Thoracic Research and Practice
Poster Presentation

Asymptomatic Patient with Unilateral Triple Synchronous Primary Lung Cancer

1.

Department of General Thoracic Surgery, Hacettepe University School of Medicine, Ankara, Turkey

2.

Department of Patology, Hacettepe University School of Medicine, Ankara, Turkey

Thorac Res Pract 2019; 20: Supplement 309-309
DOI: 10.5152/TurkThoracJ.2019.309
Read: 1212 Downloads: 621 Published: 08 August 2019

Introduction: Multiple primary lung cancers are divided into synchronous and metachronous tumors. If two or more tumors are diagnosed at the same time or within six months, they are called synchronous, if the second tumor is diagnosed at a different time than the first one, the tumors are called metachronous.
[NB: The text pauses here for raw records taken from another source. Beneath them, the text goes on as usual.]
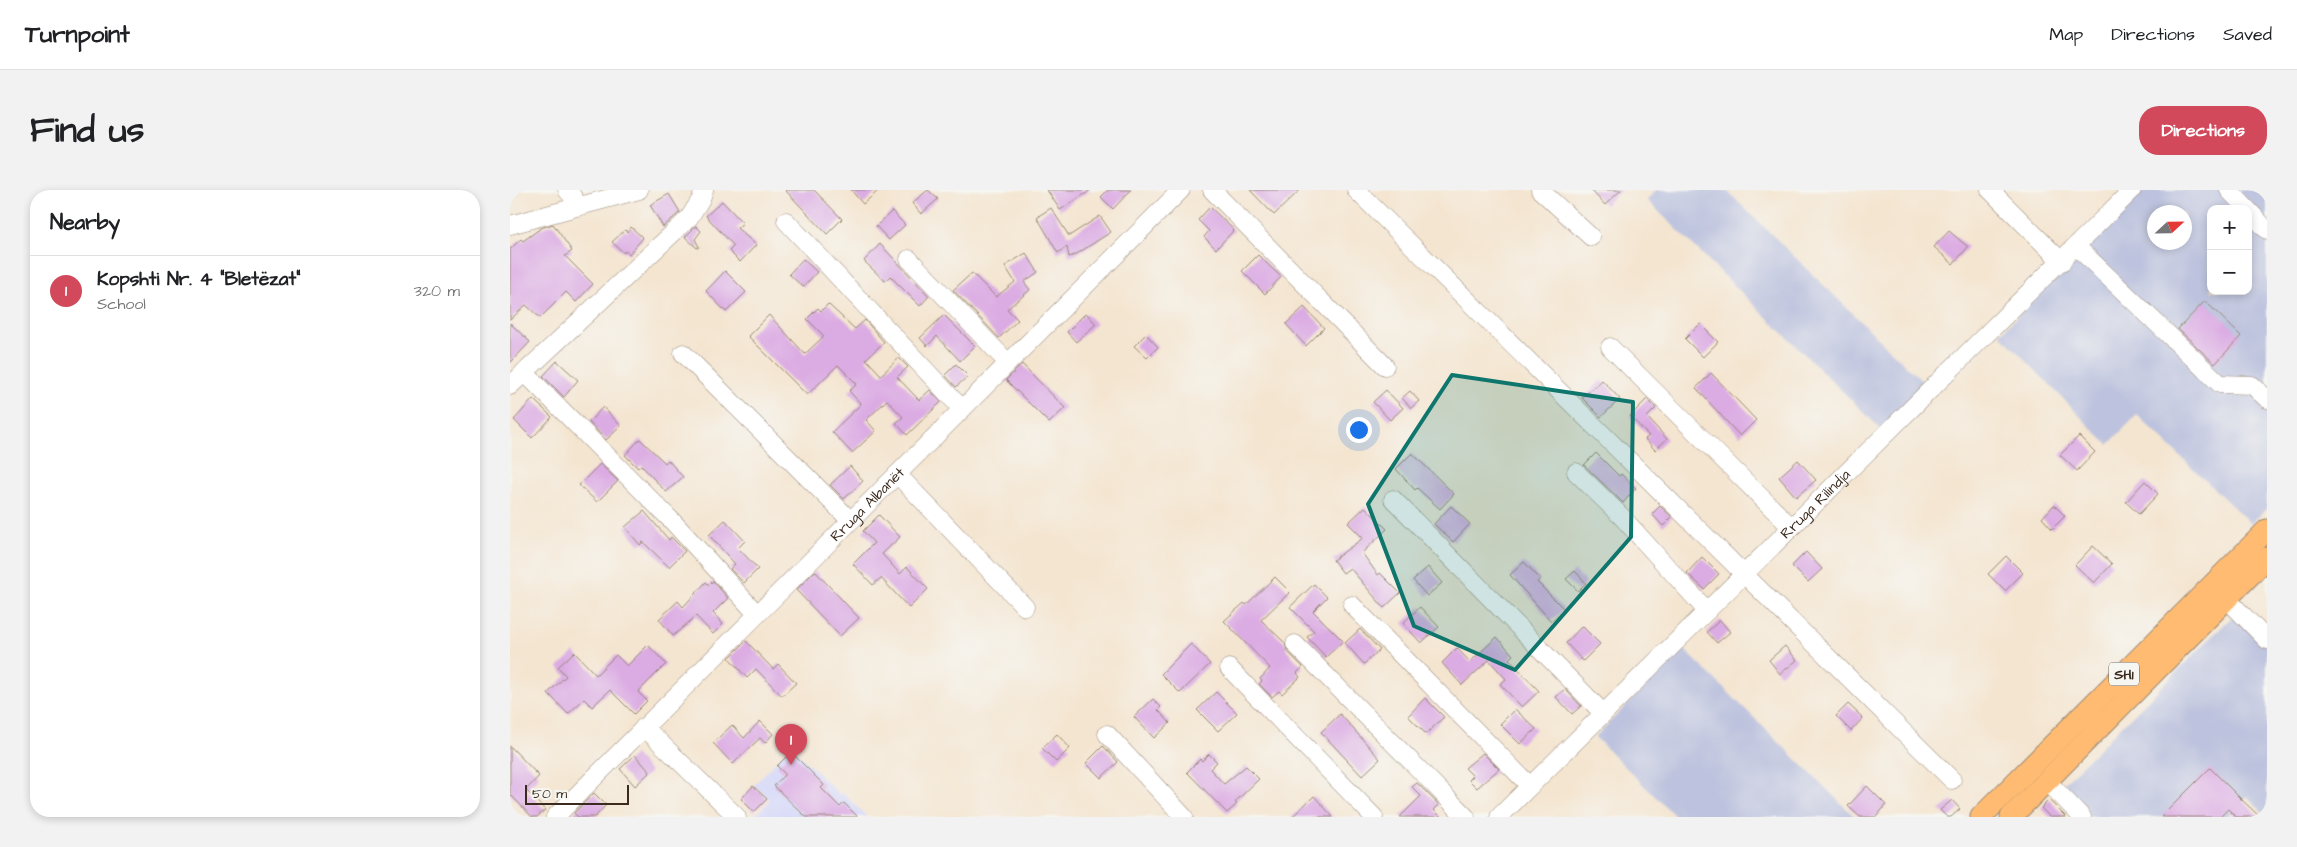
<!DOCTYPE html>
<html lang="en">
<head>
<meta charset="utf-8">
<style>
  :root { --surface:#fff; --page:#f2f2f2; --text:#202124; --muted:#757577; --line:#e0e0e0; --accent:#d1495b }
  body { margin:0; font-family:"Architects Daughter",sans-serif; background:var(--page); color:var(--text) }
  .controls { position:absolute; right:15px; top:15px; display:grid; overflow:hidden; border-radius:10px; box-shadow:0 2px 8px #0003 }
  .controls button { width:45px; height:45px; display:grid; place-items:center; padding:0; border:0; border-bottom:1px solid var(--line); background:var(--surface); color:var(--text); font:25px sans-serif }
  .compass { position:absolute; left:1637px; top:15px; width:45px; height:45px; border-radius:50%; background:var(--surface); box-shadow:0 2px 8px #0003; rotate:68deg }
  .scale { position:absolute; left:15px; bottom:12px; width:104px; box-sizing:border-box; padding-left:5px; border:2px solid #3b2a1e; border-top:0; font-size:14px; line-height:18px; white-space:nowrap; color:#3b2a1e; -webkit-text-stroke:4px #f6f6f2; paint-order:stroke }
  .you { position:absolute; left:848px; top:239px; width:18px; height:18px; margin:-12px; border:4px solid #fff; border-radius:50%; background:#1a73e8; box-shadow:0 0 0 8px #1a73e833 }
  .badge { display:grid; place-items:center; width:32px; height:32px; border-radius:50%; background:var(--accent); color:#fff; font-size:16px; font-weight:700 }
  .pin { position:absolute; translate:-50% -41px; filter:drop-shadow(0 1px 2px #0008) }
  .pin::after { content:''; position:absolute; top:26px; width:18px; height:15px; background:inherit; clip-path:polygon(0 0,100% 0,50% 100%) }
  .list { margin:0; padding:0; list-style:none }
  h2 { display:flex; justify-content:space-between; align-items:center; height:65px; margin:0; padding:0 20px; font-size:21px }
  h2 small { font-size:16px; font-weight:400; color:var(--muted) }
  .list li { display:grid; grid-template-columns:32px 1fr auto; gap:15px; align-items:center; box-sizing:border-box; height:70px; padding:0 20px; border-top:1px solid var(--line) }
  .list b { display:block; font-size:19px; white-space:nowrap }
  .list p { margin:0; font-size:16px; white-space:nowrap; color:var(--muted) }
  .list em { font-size:16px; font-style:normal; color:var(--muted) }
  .map { position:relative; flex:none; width:1757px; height:627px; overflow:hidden; border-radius:20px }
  header { display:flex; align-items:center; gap:30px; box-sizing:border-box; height:70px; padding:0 25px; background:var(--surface); border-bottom:1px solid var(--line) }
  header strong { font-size:24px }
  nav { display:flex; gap:28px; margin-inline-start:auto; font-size:18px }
  .intro { display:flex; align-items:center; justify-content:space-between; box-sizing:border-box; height:120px; padding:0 30px }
  h1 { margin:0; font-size:35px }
  .button { padding:12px 22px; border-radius:20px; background:var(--accent); color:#fff; font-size:18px; font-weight:700 }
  main { display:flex; gap:30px; padding:0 30px }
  aside { flex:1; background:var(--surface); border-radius:20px; box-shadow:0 2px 8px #0003 }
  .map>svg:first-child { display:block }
</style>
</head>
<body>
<header>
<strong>Turnpoint</strong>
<nav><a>Map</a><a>Directions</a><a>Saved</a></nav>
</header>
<div class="intro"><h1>Find us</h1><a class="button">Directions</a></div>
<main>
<aside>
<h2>Nearby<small></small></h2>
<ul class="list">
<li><span class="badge">1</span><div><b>Kopshti Nr. 4 &quot;Bletëzat&quot;</b><p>School</p></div><em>320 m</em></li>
</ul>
</aside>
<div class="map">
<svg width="1757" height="627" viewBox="0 0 1757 627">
  <rect width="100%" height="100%" fill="#f6f6f2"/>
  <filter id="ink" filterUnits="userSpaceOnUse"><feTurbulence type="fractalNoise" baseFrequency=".02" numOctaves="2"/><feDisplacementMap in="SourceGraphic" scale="10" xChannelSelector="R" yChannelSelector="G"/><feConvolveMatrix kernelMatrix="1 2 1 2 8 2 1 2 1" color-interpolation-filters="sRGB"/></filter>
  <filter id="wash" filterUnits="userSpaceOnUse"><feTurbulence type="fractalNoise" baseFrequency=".0096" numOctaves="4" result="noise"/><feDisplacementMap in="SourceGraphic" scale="20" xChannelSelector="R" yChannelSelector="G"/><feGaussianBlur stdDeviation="1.12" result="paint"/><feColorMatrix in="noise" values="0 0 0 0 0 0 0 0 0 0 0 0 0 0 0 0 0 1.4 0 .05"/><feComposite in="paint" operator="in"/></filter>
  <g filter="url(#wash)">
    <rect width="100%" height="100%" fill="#f4e5d0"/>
    <polygon fill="#d5d8f9" points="280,556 330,605 333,603 357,627 244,627 260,610 244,595"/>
    <g fill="#bdc3de" fill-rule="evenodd">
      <polygon points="1146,0 1216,0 1417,196 1373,241 1137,10"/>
      <path d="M1632,0H1757V318L1741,334L1627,225L1598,255L1490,144ZM1701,19H1738V101H1701ZM1644,22H1674V52H1644Z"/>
      <polygon points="1725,424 1757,456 1757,627 1737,606 1716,627 1580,627 1550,597"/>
      <polygon points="1173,458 1345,627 1166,627 1085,547"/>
    </g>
    <g id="blocks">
      <g fill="#dbabe3">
        <polygon points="275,0 304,0 332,29 317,44"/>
        <polygon points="341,0 369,0 353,14"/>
        <polygon points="418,0 428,9 411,24 402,13"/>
        <polygon points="537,0 581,0 550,20"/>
        <polygon points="598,0 621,0 603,19 591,7"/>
        <polygon points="740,0 790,0 764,25"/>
        <polygon points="1081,0 1111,0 1095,15"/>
        <polygon points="159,4 170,22 153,37 140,15"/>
        <polygon points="212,11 233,33 227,38 246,55 230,72 219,61 224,56 196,26"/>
        <polygon points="700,17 724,40 706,59 694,47 699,41 688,30"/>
        <polygon points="541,18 559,46 590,26 601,42 565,65 559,67 557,57 548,63 527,27"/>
        <polygon points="382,21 395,35 379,50 366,36"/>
        <polygon points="43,34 62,61 55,66 83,94 66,112 56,102 30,128 16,115 0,130 0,59 11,49 13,51 31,38"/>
        <polygon points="186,36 191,41 185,49 189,57 187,58 175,47"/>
        <polygon points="121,37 133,48 119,64 115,61 114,63 102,52 115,40 117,42"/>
        <polygon points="1439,41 1458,57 1443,74 1424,57"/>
        <polygon points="370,54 419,106 410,116 380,86 375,91 354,71"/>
        <polygon points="516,63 528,82 514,92 520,100 497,119 508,130 489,148 443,100 462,83 486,107 505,92 495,76"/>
        <polygon points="748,65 771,87 755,104 732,81"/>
        <polygon points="293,69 307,82 293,97 279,84"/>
        <polygon points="215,81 236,102 216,122 196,101"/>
        <polygon points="1695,111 1731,146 1705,174 1668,139"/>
        <polygon points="318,114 345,139 355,130 374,152 356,169 371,185 389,168 398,177 387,187 409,210 420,200 431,212 397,245 386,233 393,227 377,210 356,230 366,241 342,263 322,242 351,214 339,201 347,194 328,175 297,205 238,146 259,125 295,164 314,146 297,129 308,118 311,121"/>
        <polygon points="794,117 814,138 796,156 776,134"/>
        <polygon points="576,123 586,134 566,152 557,142"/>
        <polygon points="434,125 465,156 450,171 427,146 417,156 410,148"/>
        <polygon points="0,133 20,152 0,173"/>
        <polygon points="1190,134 1208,152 1193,167 1175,149"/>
        <polygon points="636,144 648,157 637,168 624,156"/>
        <polygon points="47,171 68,190 54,207 33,186"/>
        <polygon points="446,174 458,186 446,197 435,185"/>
        <polygon points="512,174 555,218 539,233 496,190"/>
        <polygon points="1201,183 1246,230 1230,246 1186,198"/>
        <polygon points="1092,190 1110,209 1091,227 1072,208"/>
        <polygon points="876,200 893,218 880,230 863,212"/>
        <polygon points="900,201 909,211 901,218 892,208"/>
        <polygon points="23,209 42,227 22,248 4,230"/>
        <polygon points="1137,209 1146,218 1137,227 1157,249 1145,260 1135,249 1139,246 1120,226"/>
        <polygon points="93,217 111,236 96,250 79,232"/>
        <polygon points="1569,246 1585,262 1567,281 1550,265"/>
        <polygon points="130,249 155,273 158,270 173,287 156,302 131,275 128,278 115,265"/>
        <polygon points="902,263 944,304 930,319 907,298 905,300 886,279"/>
        <polygon points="1086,263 1109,286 1111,284 1126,298 1113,313 1074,275"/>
        <polygon points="1288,270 1306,290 1286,307 1269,287"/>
        <polygon points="90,274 108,291 87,312 69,295"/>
        <polygon points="340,276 353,291 334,309 320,295"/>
        <polygon points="1635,291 1648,304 1629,324 1616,312"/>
        <polygon points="1544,315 1555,326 1542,339 1532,328"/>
        <polygon points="941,316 960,334 943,352 924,334"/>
        <polygon points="1150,316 1162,327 1153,336 1142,324"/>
        <polygon points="855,317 877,339 852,363 868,385 870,383 890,403 874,418 840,378 833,383 823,370 853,348 838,333"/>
        <polygon points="134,321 159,350 161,347 175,361 159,377 133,352 130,355 115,337"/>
        <polygon points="369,325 390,347 372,364 390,384 397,377 418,399 399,418 371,388 363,395 343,374 364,353 353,341"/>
        <polygon points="215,330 235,351 228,358 248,379 234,393 220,379 225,374 199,345"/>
        <polygon points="1583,356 1602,374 1584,393 1565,375"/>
        <polygon points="1296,362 1312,379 1298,392 1282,376"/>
        <polygon points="1496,366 1513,383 1495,401 1478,384"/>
        <polygon points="1192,367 1209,384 1194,399 1177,383"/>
        <polygon points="1014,372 1030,389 1027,392 1054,419 1041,431 1000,385"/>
        <polygon points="918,377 932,393 917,406 903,390"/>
        <polygon points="305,381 349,428 330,446 286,400"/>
        <polygon points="1065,381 1076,393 1068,401 1056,389"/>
        <polygon points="765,387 780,402 751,430 775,453 777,461 793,477 787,483 790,487 772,504 769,501 762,507 749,494 752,491 750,489 760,478 714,431 734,413 736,415"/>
        <polygon points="203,391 218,408 203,423 213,434 203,444 186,426 163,446 149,429 168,411 173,417 196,392 199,395"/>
        <polygon points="804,394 817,407 803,421 833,451 816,467 797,447 804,441 780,417"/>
        <polygon points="910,417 929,437 911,453 893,433"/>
        <polygon points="1210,430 1220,442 1207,453 1197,442"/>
        <polygon points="1072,436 1090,454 1073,471 1056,453"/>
        <polygon points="850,439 870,460 854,474 835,453"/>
        <polygon points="987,447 1003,465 999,469 1029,501 1012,517 990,494 996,489 979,470 952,495 932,473 947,458 960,472"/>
        <polygon points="236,451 263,479 268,474 286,493 272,506 246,479 237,488 219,468"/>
        <polygon points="681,454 700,474 670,503 651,484"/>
        <polygon points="138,455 156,474 128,502 137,511 124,524 100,500 82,517 74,509 58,524 38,503 56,486 48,477 64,462 86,485 106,465 117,476"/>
        <polygon points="1275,456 1287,470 1270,484 1259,470"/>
        <polygon points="1055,499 1071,516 1062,524 1046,507"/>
        <polygon points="706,502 727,523 708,541 687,520"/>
        <polygon points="915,508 934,527 916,544 898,526"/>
        <polygon points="643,509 651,517 648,520 660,533 644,548 624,527"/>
        <polygon points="1338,514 1353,528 1341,541 1326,526"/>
        <polygon points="1005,519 1026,539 1010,554 990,534"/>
        <polygon points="830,524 870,569 852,586 811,542"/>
        <polygon points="250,531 263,544 255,553 250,548 223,574 203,553 222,535 234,548"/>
        <polygon points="547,544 560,558 546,572 532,558"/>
        <polygon points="0,556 29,586 16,600 35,620 27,627 22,627 0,604"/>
        <polygon points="593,556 608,572 591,588 576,573"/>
        <polygon points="281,562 314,595 311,598 330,617 334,613 348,627 296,627 264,596 275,584 267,576"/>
        <polygon points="973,563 989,579 967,598 959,590 963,586 955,578"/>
        <polygon points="699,564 707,572 700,579 714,594 736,576 749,589 725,612 727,614 717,623 677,582 690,569 692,571"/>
        <polygon points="125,565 140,582 125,596 110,579"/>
        <polygon points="1700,578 1731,609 1750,627 1726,627 1718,619 1710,627 1651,627"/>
        <polygon points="907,593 929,615 924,620 931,627 890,627 911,606 902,597"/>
        <polygon points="243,596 257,609 244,622 231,609"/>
        <polygon points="1357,596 1376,615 1366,627 1350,627 1338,616"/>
        <polygon points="84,603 96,615 85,627 68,627 64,623"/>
        <polygon points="804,606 823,627 782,627"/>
        <polygon points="1442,610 1450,619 1441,627 1437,627 1430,620"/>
        <polygon points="1539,610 1556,627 1540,627 1531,618"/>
      </g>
    </g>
  </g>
  <g filter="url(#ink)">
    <use href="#blocks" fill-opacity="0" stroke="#988877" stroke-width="1"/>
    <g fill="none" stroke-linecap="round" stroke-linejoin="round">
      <defs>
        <g id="minor">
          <polyline points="57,0 64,8 66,16"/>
          <polyline points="702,0 875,176"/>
          <polyline points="846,0 1442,590"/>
          <polyline points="1030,0 1081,47"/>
          <polyline points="1480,0 1552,72"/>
          <polyline points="1719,0 1737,19"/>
          <polyline points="1738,20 1757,40"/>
          <polyline points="276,31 452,219"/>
          <polyline points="0,35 129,0"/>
          <polyline points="1567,57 1710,194 1742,195 1757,209"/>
          <polyline points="399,69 498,173"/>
          <polyline points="1100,157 1281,337"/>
          <polyline points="173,163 340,330"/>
          <polyline points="14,182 165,334 247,424"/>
          <polyline points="0,196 179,28 191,9 194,0"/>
          <polyline points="1066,282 1112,327 1197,421"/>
          <polyline points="387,284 515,417"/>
          <polyline points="883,309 1093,523"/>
          <polyline points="1717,409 1757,450"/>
          <polyline points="842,415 1020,596"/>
          <polyline points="785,454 956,627"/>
          <polyline points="719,478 864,627"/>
          <polyline points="134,537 227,627"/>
          <polyline points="597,544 674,627"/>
          <polyline points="1537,591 1572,627"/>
          <path id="s1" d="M45,627L671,0"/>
          <path id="s2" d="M989,627L1622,0"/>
        </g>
        <g id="major">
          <polyline points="1471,627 1757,340"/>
          <polyline points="1501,627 1757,368"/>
        </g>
      </defs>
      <use href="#minor" stroke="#988877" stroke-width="19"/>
      <use href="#major" stroke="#988877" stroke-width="23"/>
      <use href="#minor" stroke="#fff" stroke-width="18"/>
      <use href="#major" stroke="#ffbb71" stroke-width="21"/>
    </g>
  </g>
  <path fill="#0f766e" fill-opacity="0.2" stroke="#0f766e" stroke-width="4" stroke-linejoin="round" d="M942,185L1123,212L1121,347L1005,480L904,436L858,314Z"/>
  <g text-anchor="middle" stroke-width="4" stroke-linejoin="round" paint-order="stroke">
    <rect fill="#f6f6f2" stroke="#73675e" stroke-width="1" x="1599" y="472.5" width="30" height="23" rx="4"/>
    <g font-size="14" font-weight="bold" fill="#3b2a1e">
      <text x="1614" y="489">SH1</text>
    </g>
    <g font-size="15" fill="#3b2a1e" stroke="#f6f6f2">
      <text dy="5" stroke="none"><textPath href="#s1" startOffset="442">Rruga Albanët</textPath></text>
      <text dy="5" stroke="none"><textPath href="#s2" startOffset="445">Rruga Rilindja</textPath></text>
    </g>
  </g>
</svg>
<div class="controls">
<button>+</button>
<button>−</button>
</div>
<svg class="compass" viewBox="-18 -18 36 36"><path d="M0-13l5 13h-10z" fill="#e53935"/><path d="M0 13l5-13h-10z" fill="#757577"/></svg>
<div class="scale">50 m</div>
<div class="you"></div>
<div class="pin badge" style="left:281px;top:575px">1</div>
</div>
</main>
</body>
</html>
These tumors can be in different parts of the lung, can have different histological types and ocur unilateral or bilateral. The incidence of multiple primary lung cancer is 1.6% and ranges between 0.5-3.9%. 33% of multiple lung cancers are synchronous and 67% are metachronous tumors. Herein we present a case of an asymptomatic patient with unilateral triple synchronous primary lung cancer.
 

Case Presentation: A 69-year-old male patient was found to have a mass on his posteroanterior chest radiograph during his routine follow-up examination and was referred to the chest surgery clinic for further examination. He was 40 pack/year smoker. Thorax computed tomography revelaed that the right upper lobe bronchus was slightly thicker than normal, in the upper lobe posterior segment, there was a nodular lesion about 1.5 cm diameter with ground glass density and in the right middle lobe there was a mass of 3x3.5 cm invading minor fissure. The PET-CT showed increased FDG uptake in the 32x29 mm mass (SUV MAX: 13.4) in the middle lobe of the right lung and FDG uptake was not observed in ground glass density nodüle which was in the right upper lobe posterior segment. CT guided transthoracic lung biopsy performed from the mass on right middle lobe and reported as non-small cell lung cancer. After bronchoscopic examination, bilobectomy superior and mediastinal lymph node dissection was performed. The histopathological examination of the specimen showed the mass in the middle lobe of the right lung was large cell neuroendocrine carcinoma, ground glass density in the upper lobe of the right lung was lepidic type dominant adenocarcinoma and the right lung upper lobe bronchial Wall was a squamous cell carcinoma. Adjuvant chemotherapy and radiotherapy were planned. At the postoperative 6th month, the patient was followed up without any signs of local recurrence and metastasis.
 

Conclusion: Patients with synchronous multiple primary lung cancer are expected to benefit from surgery, provided that patient selection is appropriate. Optimal surgery in synchronous tumors is anatomic resection with ipsilateral systematic lymph node dissection. If possible, pneumonectomy should be avoided. Adjuvant therapy is recommended to provide survival advantage.